Exercise
Gather every line from the entries below that includes "SANKT".
+++ Records for this exercise
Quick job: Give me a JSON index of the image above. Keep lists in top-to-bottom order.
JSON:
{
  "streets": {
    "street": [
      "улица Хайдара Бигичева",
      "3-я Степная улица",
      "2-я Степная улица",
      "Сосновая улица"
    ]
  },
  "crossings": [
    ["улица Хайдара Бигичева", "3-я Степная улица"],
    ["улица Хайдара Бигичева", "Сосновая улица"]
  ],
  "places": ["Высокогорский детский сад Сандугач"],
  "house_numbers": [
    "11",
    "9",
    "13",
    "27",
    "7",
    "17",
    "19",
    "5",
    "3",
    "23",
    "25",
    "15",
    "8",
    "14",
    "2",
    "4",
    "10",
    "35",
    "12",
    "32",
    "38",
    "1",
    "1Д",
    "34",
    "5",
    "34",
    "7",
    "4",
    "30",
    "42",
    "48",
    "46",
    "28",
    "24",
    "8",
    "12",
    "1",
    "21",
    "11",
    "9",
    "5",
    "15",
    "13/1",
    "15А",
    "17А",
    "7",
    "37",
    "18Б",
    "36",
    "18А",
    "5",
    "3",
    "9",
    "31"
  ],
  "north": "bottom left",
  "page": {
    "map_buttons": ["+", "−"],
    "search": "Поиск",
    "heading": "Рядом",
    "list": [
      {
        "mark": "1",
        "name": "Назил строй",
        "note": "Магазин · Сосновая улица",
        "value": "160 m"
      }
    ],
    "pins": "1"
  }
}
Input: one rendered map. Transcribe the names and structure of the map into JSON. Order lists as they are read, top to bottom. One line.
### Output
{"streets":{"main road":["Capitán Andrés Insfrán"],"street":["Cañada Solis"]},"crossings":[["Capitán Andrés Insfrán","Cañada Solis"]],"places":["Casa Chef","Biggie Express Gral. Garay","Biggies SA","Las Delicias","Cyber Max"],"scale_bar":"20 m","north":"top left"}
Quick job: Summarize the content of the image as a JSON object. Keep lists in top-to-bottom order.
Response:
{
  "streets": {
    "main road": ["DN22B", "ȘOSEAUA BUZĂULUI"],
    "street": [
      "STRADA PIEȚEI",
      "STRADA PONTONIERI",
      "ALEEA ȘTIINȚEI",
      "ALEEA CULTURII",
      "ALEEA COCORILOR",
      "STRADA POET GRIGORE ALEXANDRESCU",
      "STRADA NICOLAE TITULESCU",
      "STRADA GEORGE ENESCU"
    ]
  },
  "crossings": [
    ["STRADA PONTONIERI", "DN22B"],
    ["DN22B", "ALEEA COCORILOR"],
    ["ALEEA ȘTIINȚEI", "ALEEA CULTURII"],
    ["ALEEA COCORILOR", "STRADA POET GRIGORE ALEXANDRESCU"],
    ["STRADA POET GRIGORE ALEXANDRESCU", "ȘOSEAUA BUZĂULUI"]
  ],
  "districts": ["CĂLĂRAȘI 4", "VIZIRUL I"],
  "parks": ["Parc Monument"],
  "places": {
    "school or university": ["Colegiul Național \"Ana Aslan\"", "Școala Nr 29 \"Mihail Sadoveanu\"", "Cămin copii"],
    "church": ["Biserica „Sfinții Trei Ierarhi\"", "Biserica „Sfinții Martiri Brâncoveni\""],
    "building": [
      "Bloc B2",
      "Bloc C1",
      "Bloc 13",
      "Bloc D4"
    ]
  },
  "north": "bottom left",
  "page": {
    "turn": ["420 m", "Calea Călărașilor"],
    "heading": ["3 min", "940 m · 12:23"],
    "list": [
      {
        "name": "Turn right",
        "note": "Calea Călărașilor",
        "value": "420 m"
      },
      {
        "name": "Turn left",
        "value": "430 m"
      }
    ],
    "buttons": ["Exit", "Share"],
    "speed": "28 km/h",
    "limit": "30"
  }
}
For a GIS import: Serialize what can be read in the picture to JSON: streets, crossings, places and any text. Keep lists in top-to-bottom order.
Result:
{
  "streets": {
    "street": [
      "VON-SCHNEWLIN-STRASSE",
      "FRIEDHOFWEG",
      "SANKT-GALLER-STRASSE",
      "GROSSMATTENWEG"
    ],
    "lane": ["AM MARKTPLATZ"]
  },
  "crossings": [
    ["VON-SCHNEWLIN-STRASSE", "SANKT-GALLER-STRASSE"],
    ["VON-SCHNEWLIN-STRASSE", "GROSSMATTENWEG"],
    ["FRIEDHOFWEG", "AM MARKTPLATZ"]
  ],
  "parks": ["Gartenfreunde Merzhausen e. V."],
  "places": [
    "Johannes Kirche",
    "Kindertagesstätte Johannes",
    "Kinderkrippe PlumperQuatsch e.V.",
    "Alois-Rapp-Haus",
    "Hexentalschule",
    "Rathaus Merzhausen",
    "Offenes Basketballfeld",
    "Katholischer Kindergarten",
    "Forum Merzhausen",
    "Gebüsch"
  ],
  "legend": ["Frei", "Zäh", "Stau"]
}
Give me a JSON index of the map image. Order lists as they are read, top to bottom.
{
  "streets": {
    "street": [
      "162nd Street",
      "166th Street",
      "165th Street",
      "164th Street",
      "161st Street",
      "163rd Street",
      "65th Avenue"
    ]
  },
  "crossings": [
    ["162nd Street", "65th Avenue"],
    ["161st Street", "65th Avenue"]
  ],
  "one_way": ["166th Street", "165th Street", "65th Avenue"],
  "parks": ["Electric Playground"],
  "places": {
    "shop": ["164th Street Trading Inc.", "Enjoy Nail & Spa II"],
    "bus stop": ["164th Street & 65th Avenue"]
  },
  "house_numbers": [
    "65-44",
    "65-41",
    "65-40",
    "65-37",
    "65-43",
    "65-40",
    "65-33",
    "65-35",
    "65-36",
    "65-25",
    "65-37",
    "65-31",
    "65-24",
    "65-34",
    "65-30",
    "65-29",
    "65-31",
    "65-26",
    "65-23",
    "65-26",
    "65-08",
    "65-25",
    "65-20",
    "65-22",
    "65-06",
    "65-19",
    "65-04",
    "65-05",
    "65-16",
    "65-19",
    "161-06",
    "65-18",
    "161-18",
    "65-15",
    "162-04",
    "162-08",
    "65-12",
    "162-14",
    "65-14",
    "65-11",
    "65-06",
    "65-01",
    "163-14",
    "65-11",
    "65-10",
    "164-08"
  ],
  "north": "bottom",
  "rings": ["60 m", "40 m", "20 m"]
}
++++++
Response box
      "SANKT-GALLER-STRASSE",
    ["VON-SCHNEWLIN-STRASSE", "SANKT-GALLER-STRASSE"],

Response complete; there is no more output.